Screenshot of a transcript for the show

The website

Finally, the last place I want to highlight the new system is a simple webpage for the show: design-notes.show (which is also a Bluesky handle)

The bold new logo and color scheme do great on a big canvas like this, and everything fits naturally with Material icons.

Offcuts

Lastly, I’ll give a peek into our Figma file and some of the directions that didn’t make it.

From the outset, we were clear about wanting a bold art style that would be readable at small sizes, and which better contained episode imagery.

It remained important to me that the episode art have a place for guest images, whether they were portraits or examples of their work.

The spotlight or container treatment emerged pretty quickly, and seemed like a good opportunity for animation, with a fluid, cloudy blob of yellow behind the main imagery.

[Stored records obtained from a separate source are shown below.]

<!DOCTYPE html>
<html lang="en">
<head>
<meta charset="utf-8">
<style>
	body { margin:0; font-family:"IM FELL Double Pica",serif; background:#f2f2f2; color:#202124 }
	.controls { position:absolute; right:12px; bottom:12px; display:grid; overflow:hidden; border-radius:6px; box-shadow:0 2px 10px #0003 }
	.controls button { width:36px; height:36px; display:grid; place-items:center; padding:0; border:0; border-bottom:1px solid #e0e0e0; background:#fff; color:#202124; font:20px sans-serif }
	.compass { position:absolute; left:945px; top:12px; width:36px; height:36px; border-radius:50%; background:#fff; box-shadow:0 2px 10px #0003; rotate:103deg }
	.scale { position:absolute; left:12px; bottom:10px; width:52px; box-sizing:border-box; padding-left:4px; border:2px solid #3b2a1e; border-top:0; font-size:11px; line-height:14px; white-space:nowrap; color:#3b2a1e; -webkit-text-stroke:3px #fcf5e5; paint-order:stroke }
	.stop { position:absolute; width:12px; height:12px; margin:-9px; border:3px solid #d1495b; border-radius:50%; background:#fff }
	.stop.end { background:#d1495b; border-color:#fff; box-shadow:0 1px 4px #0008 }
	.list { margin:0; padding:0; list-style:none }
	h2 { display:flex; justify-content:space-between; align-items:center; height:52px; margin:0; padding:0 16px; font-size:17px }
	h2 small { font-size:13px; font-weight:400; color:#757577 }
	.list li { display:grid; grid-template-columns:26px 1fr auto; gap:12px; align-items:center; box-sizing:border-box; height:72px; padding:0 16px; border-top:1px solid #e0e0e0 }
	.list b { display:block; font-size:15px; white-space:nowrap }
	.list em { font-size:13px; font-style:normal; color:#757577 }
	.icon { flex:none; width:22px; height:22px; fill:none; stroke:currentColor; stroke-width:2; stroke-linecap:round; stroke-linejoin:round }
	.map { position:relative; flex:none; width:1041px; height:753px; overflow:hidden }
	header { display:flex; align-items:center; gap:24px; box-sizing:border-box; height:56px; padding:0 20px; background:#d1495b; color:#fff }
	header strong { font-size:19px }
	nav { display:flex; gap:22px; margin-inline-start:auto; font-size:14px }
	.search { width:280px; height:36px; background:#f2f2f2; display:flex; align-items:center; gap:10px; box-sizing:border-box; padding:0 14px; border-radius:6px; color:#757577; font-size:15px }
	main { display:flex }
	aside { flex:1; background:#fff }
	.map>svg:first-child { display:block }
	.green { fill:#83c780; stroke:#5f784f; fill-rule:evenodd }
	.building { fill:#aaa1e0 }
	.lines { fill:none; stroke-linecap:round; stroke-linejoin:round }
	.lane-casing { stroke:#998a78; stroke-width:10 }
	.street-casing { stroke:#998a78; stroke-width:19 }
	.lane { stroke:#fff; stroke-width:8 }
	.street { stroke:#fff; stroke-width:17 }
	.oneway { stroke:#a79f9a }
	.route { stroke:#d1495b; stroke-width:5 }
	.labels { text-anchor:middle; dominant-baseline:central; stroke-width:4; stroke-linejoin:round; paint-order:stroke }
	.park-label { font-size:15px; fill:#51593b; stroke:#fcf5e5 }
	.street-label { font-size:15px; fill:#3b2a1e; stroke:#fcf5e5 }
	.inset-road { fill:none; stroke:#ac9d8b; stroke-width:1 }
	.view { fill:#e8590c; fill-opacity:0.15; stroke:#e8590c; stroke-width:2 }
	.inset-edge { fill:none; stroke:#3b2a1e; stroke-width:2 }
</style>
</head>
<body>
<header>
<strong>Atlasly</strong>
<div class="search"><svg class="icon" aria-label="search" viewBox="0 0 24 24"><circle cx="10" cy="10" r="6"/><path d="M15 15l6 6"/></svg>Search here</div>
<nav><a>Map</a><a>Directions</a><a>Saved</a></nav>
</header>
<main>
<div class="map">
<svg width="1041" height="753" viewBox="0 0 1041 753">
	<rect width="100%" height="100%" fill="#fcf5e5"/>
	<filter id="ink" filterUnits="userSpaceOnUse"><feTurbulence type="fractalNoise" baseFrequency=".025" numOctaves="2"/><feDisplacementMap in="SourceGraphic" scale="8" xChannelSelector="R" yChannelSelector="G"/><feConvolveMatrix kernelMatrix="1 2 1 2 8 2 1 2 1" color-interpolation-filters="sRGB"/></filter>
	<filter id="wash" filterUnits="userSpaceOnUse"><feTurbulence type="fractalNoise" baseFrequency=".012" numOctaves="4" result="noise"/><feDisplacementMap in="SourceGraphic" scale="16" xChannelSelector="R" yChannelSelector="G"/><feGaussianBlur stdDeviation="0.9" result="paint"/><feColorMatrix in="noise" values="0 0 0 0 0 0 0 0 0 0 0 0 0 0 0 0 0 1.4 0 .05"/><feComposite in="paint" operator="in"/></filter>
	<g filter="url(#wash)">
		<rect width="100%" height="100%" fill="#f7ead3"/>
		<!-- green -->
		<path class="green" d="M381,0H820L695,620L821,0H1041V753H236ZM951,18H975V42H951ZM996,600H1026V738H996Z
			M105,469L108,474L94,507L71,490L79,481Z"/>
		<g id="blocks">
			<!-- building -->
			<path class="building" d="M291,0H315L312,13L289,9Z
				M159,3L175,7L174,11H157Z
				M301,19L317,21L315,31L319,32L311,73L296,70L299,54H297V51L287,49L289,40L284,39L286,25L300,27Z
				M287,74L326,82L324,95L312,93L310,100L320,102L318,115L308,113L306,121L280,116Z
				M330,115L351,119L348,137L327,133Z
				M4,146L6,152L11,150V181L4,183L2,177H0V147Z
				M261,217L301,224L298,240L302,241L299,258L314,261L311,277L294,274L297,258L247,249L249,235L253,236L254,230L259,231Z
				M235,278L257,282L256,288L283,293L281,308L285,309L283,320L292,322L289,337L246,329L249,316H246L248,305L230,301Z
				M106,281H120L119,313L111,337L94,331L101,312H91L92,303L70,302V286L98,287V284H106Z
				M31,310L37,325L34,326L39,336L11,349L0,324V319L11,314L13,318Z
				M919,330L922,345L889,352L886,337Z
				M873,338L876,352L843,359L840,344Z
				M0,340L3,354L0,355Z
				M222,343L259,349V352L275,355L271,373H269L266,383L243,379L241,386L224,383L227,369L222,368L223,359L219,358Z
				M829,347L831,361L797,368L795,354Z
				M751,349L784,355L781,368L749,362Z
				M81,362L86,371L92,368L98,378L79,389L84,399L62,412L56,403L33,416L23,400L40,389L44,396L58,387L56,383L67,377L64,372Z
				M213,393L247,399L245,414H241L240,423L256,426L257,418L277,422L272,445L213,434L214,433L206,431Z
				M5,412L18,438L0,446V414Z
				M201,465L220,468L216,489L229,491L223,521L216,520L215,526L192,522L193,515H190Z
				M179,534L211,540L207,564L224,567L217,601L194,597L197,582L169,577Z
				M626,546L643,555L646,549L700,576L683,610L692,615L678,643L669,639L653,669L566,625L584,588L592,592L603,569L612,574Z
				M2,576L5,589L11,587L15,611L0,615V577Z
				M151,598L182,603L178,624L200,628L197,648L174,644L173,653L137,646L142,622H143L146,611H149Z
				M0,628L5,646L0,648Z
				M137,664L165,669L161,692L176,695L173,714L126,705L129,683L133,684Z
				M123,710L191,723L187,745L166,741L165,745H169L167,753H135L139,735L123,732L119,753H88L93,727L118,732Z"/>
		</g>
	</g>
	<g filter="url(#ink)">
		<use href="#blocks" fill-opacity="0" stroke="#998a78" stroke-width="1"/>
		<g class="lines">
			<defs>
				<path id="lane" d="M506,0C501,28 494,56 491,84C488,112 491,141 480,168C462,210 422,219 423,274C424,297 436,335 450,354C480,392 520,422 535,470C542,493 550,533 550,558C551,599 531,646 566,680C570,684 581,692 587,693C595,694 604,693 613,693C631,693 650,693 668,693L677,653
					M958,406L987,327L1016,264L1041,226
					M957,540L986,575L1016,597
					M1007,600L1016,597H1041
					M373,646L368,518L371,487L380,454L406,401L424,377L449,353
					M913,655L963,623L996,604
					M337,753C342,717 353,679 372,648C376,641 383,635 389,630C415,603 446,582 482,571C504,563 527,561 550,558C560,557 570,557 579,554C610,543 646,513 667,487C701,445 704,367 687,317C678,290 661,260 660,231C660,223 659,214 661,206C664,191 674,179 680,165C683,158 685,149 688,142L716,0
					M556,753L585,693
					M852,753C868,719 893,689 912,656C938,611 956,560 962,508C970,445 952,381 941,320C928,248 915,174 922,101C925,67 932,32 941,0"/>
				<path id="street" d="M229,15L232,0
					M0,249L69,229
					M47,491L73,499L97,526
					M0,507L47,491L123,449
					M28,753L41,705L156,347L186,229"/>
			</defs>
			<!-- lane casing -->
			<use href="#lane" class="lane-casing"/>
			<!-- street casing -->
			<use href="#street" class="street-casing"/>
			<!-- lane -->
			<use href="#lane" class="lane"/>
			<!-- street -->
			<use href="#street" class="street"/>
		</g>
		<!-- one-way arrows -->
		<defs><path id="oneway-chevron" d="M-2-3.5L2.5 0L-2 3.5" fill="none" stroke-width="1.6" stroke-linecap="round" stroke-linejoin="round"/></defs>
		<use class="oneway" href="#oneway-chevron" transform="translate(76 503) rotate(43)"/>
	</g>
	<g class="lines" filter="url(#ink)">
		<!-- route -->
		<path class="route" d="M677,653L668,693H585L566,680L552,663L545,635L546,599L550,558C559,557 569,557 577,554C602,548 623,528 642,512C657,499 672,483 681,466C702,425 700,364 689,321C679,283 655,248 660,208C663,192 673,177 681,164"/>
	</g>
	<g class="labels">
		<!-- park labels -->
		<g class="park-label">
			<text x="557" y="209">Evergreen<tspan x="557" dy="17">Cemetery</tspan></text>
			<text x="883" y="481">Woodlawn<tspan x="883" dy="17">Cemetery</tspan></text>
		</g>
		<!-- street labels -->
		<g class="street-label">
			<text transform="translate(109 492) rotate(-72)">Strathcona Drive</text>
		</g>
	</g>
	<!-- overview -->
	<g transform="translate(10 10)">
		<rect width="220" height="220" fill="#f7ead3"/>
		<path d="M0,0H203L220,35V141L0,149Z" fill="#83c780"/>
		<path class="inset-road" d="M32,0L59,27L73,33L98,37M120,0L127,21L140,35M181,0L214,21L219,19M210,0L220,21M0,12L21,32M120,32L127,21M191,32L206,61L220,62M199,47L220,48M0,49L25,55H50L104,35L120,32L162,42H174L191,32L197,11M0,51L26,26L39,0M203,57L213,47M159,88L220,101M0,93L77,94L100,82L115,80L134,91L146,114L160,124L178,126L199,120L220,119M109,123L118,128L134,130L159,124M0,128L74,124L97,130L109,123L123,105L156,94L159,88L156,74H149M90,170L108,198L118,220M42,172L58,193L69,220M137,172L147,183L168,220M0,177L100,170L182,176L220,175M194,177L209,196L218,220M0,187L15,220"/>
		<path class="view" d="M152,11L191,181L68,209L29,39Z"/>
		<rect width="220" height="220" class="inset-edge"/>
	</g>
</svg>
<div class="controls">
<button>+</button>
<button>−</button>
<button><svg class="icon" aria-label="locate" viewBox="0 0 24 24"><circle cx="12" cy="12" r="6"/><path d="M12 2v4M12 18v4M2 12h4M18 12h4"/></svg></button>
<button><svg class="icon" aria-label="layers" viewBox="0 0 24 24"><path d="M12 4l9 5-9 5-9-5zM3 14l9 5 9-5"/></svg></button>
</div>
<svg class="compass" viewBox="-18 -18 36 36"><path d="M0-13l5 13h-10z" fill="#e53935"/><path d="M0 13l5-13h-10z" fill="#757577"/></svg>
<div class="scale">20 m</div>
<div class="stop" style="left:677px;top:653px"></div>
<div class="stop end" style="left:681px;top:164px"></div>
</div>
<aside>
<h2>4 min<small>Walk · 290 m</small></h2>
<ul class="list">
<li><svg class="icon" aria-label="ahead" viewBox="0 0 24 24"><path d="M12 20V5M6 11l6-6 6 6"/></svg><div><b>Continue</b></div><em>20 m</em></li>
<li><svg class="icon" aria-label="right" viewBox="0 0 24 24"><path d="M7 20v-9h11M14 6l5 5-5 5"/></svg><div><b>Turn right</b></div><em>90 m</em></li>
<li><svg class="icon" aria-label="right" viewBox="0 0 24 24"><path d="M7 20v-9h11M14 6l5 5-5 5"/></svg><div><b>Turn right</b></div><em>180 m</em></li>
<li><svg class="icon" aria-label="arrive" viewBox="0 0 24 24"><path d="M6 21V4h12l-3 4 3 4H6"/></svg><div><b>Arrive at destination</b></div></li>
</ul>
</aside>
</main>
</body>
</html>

Once the spotlight concept was established, I also experimented a lot with different color treatments, to try and preserve the variable colors of the old art style.

But it quickly became apparent that this wouldn’t really scale, and would result in a lot of inconsistencies. Even trying to narrow the palette to 5–6 shades, all roughly at the same vibrance as the main art (which was yellow at this stage) showed too much variation to really read as belonging to the same show or collection.

I also tested out relational color treatments to try and generate a consistent vibe across assets, but in the end we landed on one basic color treatment that unified the whole show.

We had actually planned to use only photographic or portrait imagery for the episode covers, but the style immediately got stress-tested by the M3 Expressive episode which featured three guests. Without a group shot of all three together, it proved too hard to create a compelling composition of three distinct portraits that didn’t crowd the cover art, so we went with a more illustrative cover instead.


Just like before, working on the visual identity for Design Notes has been a great exercise in working out how to systematize a mini-ecosystem of assets and webpages. And digging back into the archive to test out the new approach with real guest assets was rewarding, reminding me of the show’s original mission to uncover what inspires and unites us in our work.